I long to see the clouds, the sunrise.
Every hope I have forsaken, save this one.
solitary stands my heart; I see Thee as Thou art.
Fill the midnight of my spirit with light.
I watched I waited; the veil is lifted.
I seek the desert where solitude and silence stand.
at dawn or twilight, o’er the rolling waves of sand;
LISTEN- the darkness. stillness, heavy beneath his feet.
On the mountain of the Bird the tribes of air assemble, perch upon the highest rock.
the afterglow of sunset deepened
tell me how, breathless, darkness folded round the bird.
Watch the river silvery coiling, seaward roll. Night by night the planets range their glittering court; the moon, the sky.

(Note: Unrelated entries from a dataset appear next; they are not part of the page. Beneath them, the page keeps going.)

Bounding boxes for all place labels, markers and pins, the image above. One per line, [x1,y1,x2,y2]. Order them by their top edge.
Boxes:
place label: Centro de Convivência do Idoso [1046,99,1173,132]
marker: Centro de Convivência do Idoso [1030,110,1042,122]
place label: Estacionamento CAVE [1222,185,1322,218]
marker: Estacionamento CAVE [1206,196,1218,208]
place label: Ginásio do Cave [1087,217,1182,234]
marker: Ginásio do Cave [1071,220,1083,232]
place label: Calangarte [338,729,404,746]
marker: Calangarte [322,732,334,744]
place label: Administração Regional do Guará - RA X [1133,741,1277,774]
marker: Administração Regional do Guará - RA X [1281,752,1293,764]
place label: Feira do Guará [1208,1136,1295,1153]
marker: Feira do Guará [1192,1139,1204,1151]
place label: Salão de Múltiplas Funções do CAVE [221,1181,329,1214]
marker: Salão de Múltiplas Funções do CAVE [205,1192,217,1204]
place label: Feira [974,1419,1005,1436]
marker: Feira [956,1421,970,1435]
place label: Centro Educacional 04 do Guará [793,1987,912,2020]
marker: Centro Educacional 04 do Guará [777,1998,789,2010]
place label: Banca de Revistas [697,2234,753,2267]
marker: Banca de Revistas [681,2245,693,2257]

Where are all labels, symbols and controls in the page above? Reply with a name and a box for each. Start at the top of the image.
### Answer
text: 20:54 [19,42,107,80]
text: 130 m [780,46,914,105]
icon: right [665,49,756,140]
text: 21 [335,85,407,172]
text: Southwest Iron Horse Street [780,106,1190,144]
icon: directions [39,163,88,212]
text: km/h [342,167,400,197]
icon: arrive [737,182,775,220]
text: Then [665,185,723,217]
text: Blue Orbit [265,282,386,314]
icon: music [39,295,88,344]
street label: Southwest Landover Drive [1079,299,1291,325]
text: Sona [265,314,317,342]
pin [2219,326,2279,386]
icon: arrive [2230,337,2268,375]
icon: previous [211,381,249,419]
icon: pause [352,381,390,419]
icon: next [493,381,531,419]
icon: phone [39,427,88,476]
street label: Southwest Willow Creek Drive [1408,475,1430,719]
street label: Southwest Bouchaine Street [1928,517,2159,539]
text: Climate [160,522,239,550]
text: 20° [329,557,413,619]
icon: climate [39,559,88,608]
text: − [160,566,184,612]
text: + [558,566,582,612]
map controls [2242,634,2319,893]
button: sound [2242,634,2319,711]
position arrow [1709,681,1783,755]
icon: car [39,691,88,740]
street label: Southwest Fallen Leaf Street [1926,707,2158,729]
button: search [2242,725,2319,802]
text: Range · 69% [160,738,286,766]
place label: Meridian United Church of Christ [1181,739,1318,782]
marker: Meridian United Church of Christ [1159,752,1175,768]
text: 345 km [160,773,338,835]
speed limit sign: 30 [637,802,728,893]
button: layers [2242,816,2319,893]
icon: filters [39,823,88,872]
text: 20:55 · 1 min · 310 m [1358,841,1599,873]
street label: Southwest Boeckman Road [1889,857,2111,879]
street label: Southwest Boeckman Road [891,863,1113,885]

Now at last kneel before the threshold, dare eyes to lift.
a tattered fragment of midnight fled desire.
hidden in the words may lie: the stone,the wood, the tree.
the haunts of men: Dust, and noise, and hot confusion. quivering, tingling, throbbing—silent thunder. slide on the rushing river.
day and night: dreams of solitary white stones. a sense of comfort. All is ours.
water, stones, God, flow softly
rising round at the breaking of light, words of prayer
Once again slipping, leap toward the river, using strength to save—
Did he dream?
the desert, the city that his hands helped build in the dark
at the closing hour of day.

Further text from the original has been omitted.